С какой ясностью встают перед внутренним взором эти далекие события детства и как ясен становится их смысл, когда в дневнике Пришвина обнаруживается то же самое стремление понять духовный смысл радости и отстоять ее: «Голгофа, по-моему, могла быть только раз, а после того явилось новое сознание „спасенного человека“. Так что Голгофа принадлежит уже старой истории, а истинный последователь Христа, как спасенный, должен быть в жизни победителем и как-то по-иному, чем распятием и жертвой… Наш путь иной и, вероятно, состоит в утверждении (а это, может быть, не легче Голгофы) радостного духа»{34}.
Дух Святой завершает радостью («славой») историю всего человечества. Был Ветхий завет — под знаком творчества мира; Новый — под знаком его спасения жертвенной любовью Креста; и тайно действует третий завет под знаком радости — преображения мира и творчества новой вселенной.

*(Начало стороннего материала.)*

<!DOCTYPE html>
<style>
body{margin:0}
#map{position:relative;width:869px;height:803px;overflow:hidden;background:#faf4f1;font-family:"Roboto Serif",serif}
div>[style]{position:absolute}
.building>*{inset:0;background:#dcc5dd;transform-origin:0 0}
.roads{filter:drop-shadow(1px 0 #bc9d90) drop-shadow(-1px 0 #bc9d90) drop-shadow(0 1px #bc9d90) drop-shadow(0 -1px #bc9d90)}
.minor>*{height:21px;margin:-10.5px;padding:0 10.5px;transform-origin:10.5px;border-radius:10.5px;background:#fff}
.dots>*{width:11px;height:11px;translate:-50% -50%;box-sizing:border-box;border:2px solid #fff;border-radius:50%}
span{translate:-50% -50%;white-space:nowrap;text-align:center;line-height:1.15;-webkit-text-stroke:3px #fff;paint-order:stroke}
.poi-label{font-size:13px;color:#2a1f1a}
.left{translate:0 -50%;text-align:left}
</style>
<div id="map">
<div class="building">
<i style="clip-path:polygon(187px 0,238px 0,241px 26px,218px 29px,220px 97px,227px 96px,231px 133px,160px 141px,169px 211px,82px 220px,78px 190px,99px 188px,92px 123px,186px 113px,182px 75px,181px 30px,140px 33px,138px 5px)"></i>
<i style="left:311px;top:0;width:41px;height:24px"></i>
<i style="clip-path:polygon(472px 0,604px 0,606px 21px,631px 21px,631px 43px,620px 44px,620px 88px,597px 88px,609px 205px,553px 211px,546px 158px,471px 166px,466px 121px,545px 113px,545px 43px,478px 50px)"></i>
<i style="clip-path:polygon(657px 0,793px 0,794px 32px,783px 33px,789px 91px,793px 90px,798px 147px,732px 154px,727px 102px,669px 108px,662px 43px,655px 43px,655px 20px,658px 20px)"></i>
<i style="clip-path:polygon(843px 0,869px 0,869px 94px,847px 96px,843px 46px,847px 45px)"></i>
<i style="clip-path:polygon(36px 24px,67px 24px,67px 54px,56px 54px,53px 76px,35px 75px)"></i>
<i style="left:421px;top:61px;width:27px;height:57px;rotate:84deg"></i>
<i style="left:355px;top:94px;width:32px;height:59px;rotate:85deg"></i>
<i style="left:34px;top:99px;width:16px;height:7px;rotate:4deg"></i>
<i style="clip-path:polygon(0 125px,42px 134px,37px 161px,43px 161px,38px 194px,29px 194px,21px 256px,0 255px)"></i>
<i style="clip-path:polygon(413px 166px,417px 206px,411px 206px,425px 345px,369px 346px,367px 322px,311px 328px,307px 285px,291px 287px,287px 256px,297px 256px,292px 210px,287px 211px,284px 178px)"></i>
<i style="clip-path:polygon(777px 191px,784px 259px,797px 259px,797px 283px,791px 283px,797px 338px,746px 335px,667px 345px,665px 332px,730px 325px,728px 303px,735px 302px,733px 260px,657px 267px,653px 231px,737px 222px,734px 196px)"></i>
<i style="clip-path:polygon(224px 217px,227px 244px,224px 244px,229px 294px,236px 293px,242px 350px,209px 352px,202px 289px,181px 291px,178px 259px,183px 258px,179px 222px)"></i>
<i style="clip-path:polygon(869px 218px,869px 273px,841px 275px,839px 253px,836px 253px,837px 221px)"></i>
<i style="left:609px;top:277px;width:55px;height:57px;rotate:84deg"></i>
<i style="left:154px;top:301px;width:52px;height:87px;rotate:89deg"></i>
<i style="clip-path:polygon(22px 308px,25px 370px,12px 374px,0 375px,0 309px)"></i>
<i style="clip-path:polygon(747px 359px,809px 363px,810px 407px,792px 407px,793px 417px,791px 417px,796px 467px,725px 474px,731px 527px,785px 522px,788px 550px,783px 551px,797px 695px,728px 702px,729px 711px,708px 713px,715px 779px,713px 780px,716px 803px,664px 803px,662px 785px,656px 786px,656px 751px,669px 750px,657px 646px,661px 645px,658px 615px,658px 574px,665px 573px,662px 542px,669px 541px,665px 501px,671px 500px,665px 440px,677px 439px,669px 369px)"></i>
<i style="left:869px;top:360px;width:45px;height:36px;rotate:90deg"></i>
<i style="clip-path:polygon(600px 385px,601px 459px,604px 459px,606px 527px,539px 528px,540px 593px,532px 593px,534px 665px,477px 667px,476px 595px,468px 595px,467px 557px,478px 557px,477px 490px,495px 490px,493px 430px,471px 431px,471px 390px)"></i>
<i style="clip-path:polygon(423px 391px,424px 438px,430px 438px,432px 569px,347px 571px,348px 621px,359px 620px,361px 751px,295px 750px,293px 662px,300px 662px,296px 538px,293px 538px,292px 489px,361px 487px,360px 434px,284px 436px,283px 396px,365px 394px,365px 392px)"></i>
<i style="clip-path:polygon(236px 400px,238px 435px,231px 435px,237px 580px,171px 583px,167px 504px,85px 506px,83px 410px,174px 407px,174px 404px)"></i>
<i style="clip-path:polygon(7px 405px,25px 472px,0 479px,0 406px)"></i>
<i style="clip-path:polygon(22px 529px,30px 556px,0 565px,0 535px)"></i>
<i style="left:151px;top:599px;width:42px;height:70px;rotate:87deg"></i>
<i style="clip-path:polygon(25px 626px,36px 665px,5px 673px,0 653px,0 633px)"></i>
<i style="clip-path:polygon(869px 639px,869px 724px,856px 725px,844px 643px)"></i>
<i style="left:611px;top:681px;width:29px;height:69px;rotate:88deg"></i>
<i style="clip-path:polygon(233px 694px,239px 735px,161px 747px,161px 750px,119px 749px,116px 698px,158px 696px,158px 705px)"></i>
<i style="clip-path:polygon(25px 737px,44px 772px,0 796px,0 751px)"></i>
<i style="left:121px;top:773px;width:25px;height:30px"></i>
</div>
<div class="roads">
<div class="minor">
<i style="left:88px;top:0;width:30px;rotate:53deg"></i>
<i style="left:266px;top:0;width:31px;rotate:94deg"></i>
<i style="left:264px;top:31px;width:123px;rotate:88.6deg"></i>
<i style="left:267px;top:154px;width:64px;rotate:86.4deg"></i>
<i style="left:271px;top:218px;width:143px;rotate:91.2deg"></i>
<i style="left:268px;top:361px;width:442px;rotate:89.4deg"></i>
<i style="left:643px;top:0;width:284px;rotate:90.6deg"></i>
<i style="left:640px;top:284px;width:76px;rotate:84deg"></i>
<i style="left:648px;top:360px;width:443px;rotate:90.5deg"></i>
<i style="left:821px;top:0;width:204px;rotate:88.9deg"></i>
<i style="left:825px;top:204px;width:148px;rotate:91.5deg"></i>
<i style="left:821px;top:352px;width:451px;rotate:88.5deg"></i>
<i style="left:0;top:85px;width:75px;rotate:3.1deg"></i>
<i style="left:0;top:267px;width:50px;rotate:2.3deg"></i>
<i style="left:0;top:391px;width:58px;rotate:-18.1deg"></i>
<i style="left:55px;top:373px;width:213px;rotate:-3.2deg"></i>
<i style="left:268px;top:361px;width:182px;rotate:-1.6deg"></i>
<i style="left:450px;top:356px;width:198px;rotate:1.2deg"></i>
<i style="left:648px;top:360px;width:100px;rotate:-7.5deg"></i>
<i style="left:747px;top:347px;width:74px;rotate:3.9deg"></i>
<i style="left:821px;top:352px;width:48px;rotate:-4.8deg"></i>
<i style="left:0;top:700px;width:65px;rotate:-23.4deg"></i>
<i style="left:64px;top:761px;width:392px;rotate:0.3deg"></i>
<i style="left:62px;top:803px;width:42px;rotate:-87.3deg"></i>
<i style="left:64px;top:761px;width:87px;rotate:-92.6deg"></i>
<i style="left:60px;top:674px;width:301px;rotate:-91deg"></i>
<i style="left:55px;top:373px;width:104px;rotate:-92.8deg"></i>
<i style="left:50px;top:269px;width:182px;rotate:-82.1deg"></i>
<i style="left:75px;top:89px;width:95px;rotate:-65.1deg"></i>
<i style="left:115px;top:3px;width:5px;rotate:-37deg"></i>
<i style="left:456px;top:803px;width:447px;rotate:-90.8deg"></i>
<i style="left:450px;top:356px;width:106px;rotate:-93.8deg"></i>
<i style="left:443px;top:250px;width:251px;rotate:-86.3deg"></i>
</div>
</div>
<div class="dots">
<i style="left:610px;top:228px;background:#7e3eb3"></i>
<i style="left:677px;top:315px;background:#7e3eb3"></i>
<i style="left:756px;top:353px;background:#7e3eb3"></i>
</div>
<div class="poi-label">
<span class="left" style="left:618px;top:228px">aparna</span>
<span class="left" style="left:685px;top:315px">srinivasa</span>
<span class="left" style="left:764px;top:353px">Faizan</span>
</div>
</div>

Можно подумать, читая эти страницы, все время сбивающиеся на рассуждения, что в детстве девочки были одни только раздумья. «Так не бывает», — скажет читатель. Но я спешу удержать его доверие. Нет, конечно, все было в детстве: и катанье на салазках с гор около дома по чистому снегу, какого не видят в городах современные дети; он лежал белоснежным до самой весны. Были игры во дворе, поросшем травой, с живописными сарайчиками, как в деревнях, с колодцем, курами и с дурно пахнущими помойными ямами, пробегая мимо которых мы учились задерживать дыханье. С кустами густо растущей сирени, которую не запрещалось ломать, сколько хочешь, и она была «ни по чем». Были шумные игры, с криком до хрипоты, с прятаньем по чердакам, рассаживанием в кровь коленок, а вечером — отмачиванием присохшего от крови чулка. Бурные ссоры и примирения, детская порывистая непрочная дружба.
Упоительно играть в разбойники или даже в простые лошадки. Весь мир в твоей власти: нет вещей, какие не мог бы ты мгновенно разрушить и по-новому создать, и радость творчества твоего безгранична. Правда, редко игры эти кончаются без слез и обид…
А запах первого снега, а запах рождественской ночи после елки и детского бала! Эту елку девочка ждала целый год: раз в год ей завивали на ночь волосы на бумажки, только к вечеру их разворачивали, и из-под бумажек падали на плечи крупные локоны, каких не бывает у обыкновенных детей в обыденной жизни. Ляля, как Золушка, с замиранием сердца разглядывает себя в зеркале. Ее везут ночью после бала домой, усталую, счастливую, укутанную шерстяным платком до глаз. Сквозь платок она вдыхает морозный воздух и смотрит на зимние, яркие звезды. Потянет приятным теплым душком конского навоза, и опять мерное скольжение санок, и блаженная дремота на коленях у отца.